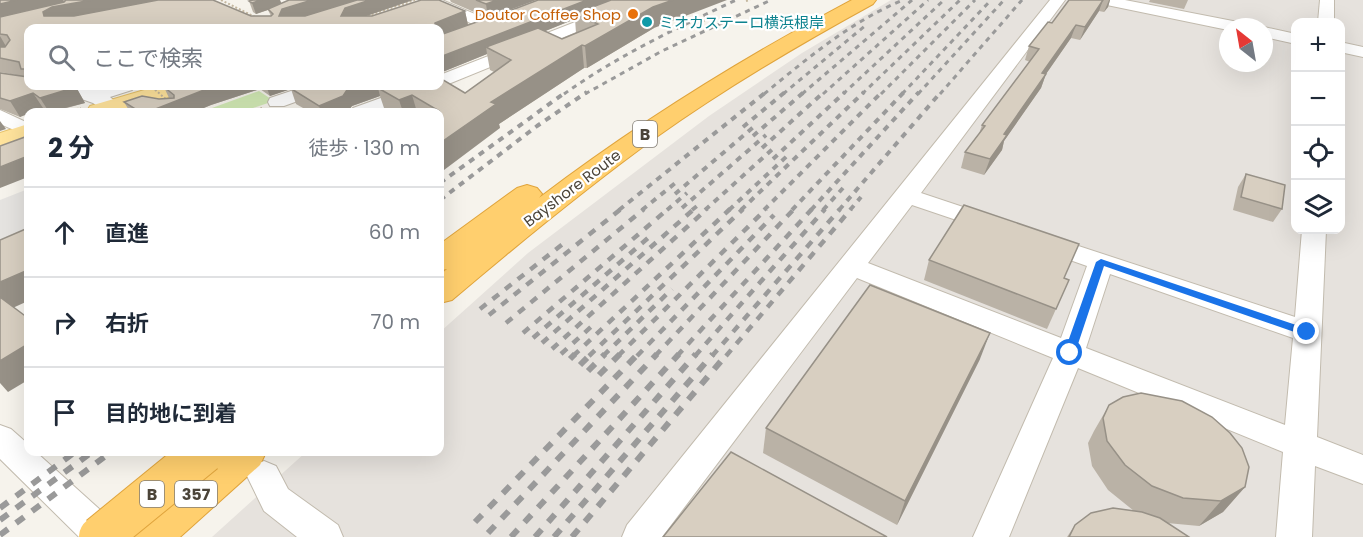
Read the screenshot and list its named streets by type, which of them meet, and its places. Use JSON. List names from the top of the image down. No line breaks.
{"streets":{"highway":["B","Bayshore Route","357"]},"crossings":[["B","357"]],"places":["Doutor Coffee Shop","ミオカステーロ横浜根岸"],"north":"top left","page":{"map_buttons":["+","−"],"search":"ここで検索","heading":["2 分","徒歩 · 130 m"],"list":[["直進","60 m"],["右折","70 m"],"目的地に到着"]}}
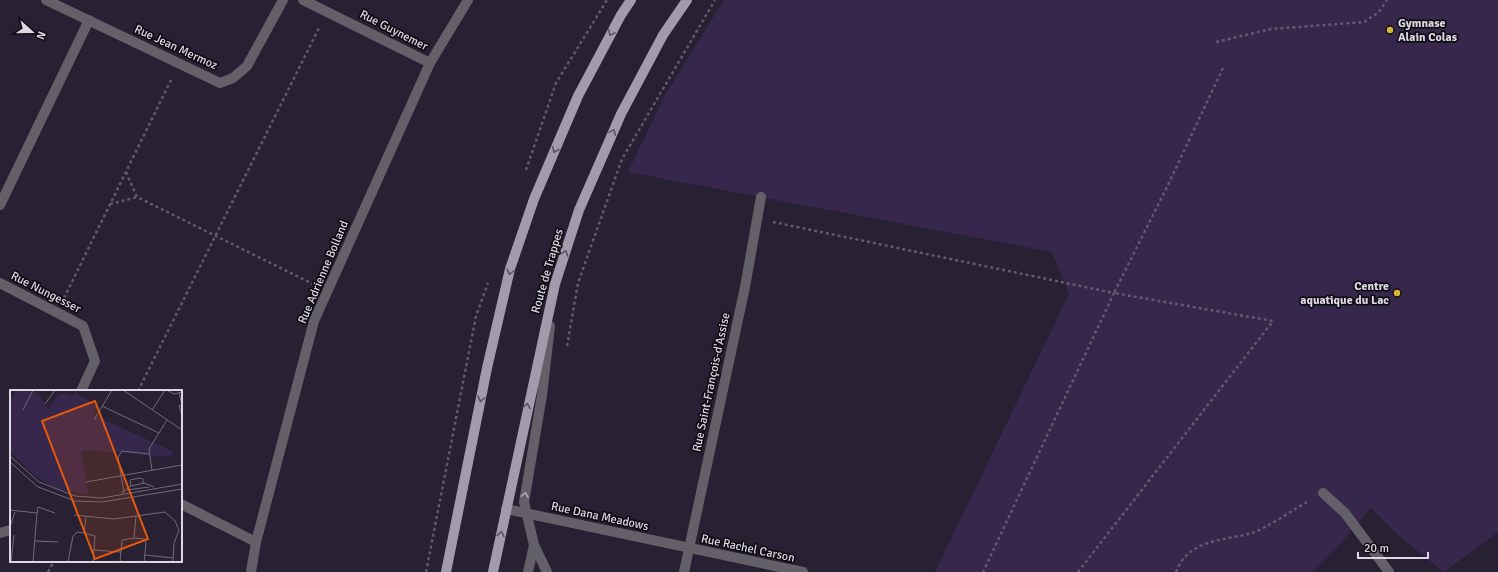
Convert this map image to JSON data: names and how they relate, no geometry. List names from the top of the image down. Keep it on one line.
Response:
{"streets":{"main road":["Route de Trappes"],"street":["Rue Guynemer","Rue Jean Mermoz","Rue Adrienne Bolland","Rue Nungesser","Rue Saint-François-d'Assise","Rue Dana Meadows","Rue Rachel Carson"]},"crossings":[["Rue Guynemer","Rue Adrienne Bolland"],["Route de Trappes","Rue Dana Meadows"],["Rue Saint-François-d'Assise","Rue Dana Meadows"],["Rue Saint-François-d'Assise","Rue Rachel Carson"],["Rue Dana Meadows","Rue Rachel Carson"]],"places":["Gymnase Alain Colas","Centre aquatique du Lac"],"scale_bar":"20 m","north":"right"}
******
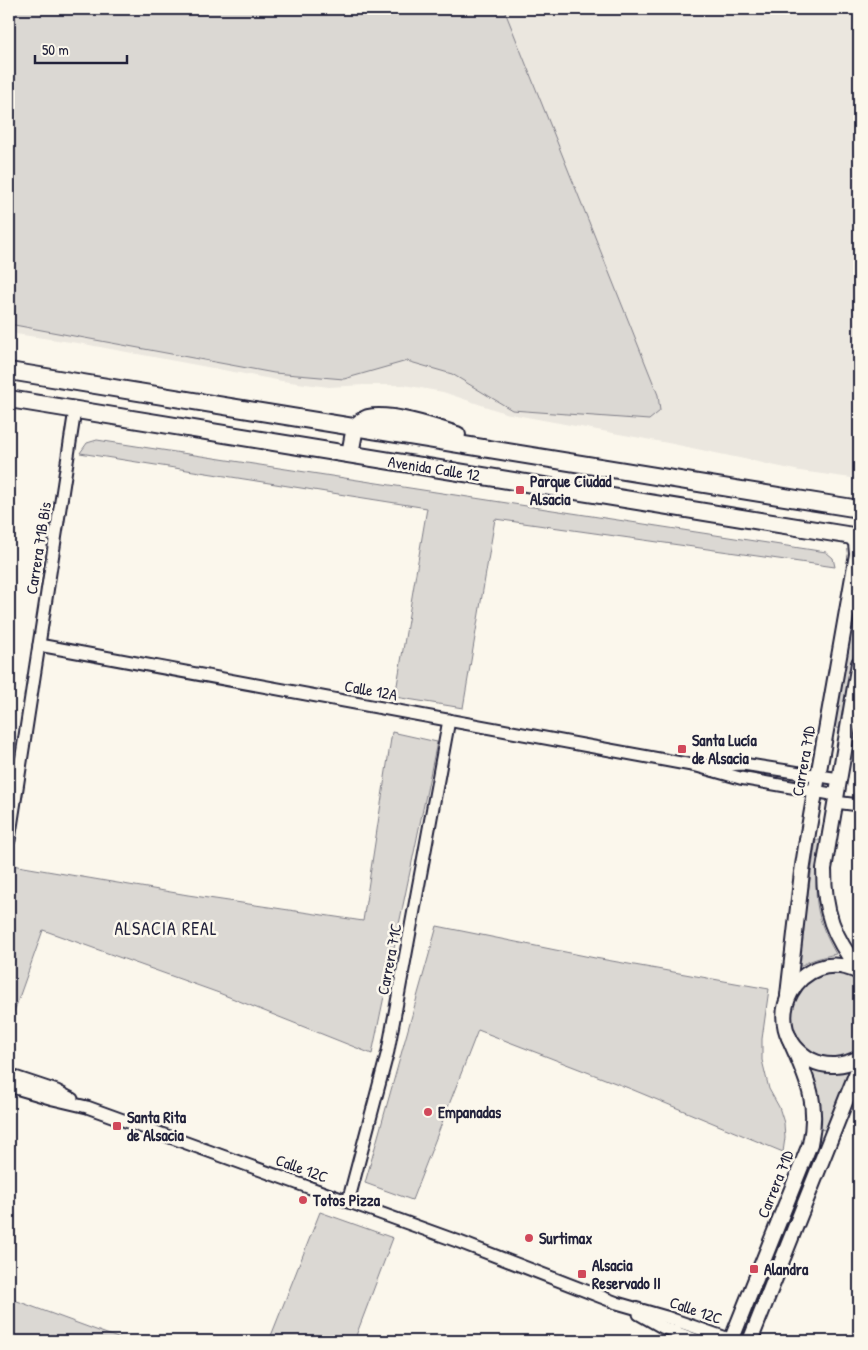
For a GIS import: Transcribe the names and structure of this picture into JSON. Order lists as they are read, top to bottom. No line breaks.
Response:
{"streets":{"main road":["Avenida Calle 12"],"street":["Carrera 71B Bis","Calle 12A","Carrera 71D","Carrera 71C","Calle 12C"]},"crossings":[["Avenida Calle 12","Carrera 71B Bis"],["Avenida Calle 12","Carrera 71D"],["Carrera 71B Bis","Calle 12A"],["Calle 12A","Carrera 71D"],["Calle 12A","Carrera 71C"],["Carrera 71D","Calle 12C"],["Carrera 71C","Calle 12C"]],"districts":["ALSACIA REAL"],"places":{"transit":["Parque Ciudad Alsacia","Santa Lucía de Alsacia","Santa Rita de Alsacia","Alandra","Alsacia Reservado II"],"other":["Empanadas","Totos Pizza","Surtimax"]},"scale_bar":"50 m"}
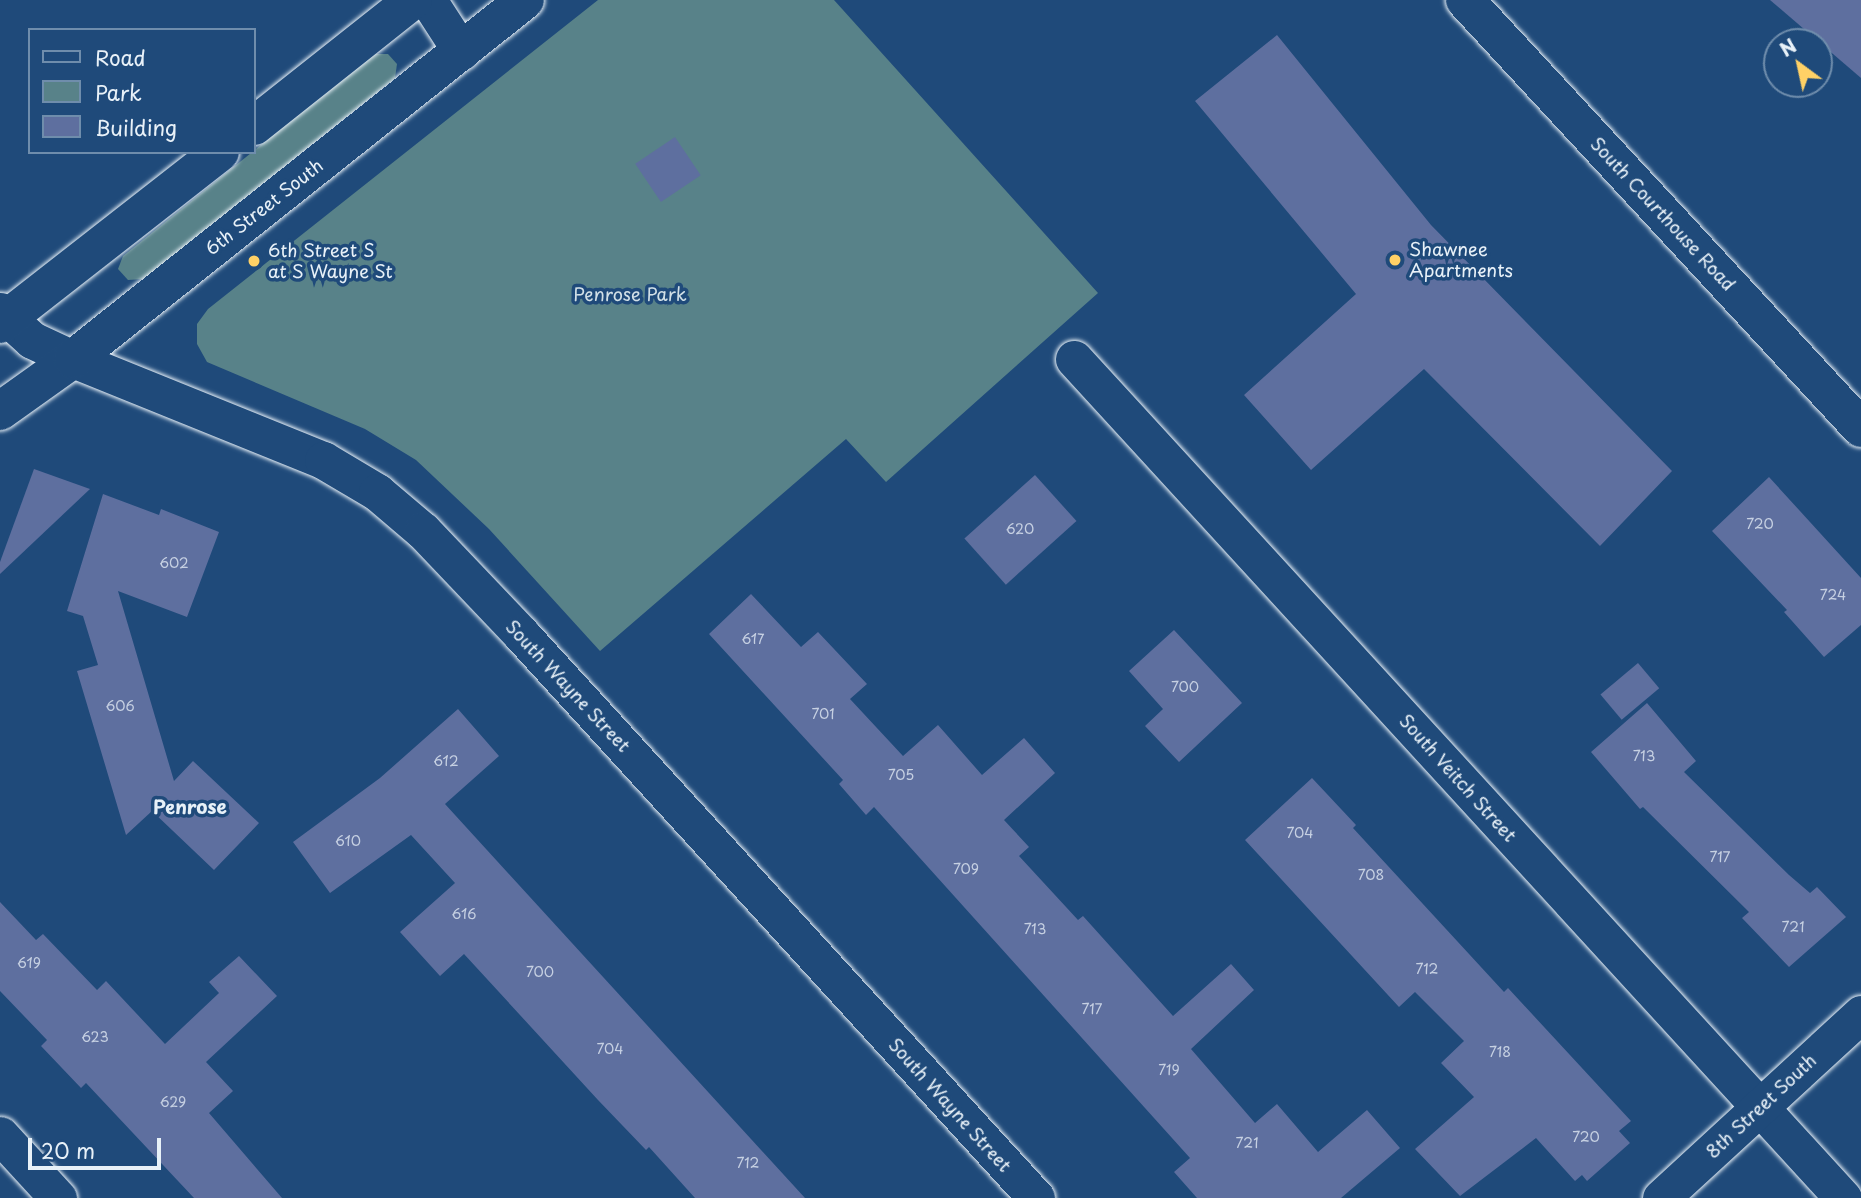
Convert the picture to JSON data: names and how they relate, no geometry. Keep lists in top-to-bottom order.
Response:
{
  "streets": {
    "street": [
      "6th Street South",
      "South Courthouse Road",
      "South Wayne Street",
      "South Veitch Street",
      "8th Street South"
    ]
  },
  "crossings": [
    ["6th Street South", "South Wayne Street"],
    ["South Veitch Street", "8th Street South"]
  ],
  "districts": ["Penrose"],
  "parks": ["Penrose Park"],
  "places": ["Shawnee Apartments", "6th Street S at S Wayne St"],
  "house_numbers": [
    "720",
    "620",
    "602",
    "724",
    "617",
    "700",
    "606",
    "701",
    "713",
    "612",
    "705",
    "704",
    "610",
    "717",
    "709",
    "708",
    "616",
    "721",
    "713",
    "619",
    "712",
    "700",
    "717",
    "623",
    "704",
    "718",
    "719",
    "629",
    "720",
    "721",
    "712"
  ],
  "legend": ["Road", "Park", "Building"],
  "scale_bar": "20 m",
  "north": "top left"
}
******
### EXERCISE BRIEF
Only the lines that contain the string "bottom" are to be copied from the records.

### ANSWER SPACE
For a GIS import: Transcribe the names and structure of this picture into JSON. Order lists as they are read, top to bottom. No line breaks.
Convert the picture to JSON data: names and how they relate, no geometry. Keep lists in top-to-bottom order.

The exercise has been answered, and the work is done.